EXERCISE DETAILS
Each entry needs to be given again, character for character.

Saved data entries
*** Begin section ***

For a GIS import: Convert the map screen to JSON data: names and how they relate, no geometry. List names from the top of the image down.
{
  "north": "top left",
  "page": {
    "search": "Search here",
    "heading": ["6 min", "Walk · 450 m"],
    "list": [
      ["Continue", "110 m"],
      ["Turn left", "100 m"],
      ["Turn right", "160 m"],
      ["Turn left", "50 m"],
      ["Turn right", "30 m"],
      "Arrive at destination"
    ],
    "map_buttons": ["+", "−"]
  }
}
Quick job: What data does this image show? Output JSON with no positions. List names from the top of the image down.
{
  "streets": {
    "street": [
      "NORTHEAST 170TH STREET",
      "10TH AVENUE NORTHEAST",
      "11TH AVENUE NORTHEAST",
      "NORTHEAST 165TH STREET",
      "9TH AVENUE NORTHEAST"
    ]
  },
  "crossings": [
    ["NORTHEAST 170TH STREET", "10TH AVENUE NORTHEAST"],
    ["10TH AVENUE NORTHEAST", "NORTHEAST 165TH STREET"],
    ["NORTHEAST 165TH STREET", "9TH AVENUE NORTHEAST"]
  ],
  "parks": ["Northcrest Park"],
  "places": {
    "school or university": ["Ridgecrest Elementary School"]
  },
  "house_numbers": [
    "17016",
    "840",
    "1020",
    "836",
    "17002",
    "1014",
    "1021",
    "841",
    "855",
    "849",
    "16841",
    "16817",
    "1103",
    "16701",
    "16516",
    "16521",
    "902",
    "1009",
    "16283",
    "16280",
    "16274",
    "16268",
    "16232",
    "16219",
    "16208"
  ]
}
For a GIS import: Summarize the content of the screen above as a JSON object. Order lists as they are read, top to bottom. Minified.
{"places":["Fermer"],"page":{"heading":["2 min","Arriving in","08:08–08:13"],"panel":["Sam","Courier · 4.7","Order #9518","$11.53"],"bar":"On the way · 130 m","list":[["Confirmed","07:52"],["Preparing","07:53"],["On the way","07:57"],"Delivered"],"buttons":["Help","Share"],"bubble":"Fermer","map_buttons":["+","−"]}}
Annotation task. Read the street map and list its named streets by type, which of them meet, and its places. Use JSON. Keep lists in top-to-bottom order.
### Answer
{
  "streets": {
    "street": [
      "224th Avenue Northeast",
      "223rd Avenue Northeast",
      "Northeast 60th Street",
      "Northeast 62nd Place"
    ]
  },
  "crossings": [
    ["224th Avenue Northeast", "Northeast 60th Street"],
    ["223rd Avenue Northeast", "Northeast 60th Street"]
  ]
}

*** End section ***

WRITTEN ANSWER
For a GIS import: Convert the map screen to JSON data: names and how they relate, no geometry. List names from the top of the image down.
{
  "north": "top left",
  "page": {
    "search": "Search here",
    "heading": ["6 min", "Walk · 450 m"],
    "list": [
      ["Continue", "110 m"],
      ["Turn left", "100 m"],
      ["Turn right", "160 m"],
      ["Turn left", "50 m"],
      ["Turn right", "30 m"],
      "Arrive at destination"
    ],
    "map_buttons": ["+", "−"]
  }
}
Quick job: What data does this image show? Output JSON with no positions. List names from the top of the image down.
{
  "streets": {
    "street": [
      "NORTHEAST 170TH STREET",
      "10TH AVENUE NORTHEAST",
      "11TH AVENUE NORTHEAST",
      "NORTHEAST 165TH STREET",
      "9TH AVENUE NORTHEAST"
    ]
  },
  "crossings": [
    ["NORTHEAST 170TH STREET", "10TH AVENUE NORTHEAST"],
    ["10TH AVENUE NORTHEAST", "NORTHEAST 165TH STREET"],
    ["NORTHEAST 165TH STREET", "9TH AVENUE NORTHEAST"]
  ],
  "parks": ["Northcrest Park"],
  "places": {
    "school or university": ["Ridgecrest Elementary School"]
  },
  "house_numbers": [
    "17016",
    "840",
    "1020",
    "836",
    "17002",
    "1014",
    "1021",
    "841",
    "855",
    "849",
    "16841",
    "16817",
    "1103",
    "16701",
    "16516",
    "16521",
    "902",
    "1009",
    "16283",
    "16280",
    "16274",
    "16268",
    "16232",
    "16219",
    "16208"
  ]
}
For a GIS import: Summarize the content of the screen above as a JSON object. Order lists as they are read, top to bottom. Minified.
{"places":["Fermer"],"page":{"heading":["2 min","Arriving in","08:08–08:13"],"panel":["Sam","Courier · 4.7","Order #9518","$11.53"],"bar":"On the way · 130 m","list":[["Confirmed","07:52"],["Preparing","07:53"],["On the way","07:57"],"Delivered"],"buttons":["Help","Share"],"bubble":"Fermer","map_buttons":["+","−"]}}
Annotation task. Read the street map and list its named streets by type, which of them meet, and its places. Use JSON. Keep lists in top-to-bottom order.
### Answer
{
  "streets": {
    "street": [
      "224th Avenue Northeast",
      "223rd Avenue Northeast",
      "Northeast 60th Street",
      "Northeast 62nd Place"
    ]
  },
  "crossings": [
    ["224th Avenue Northeast", "Northeast 60th Street"],
    ["223rd Avenue Northeast", "Northeast 60th Street"]
  ]
}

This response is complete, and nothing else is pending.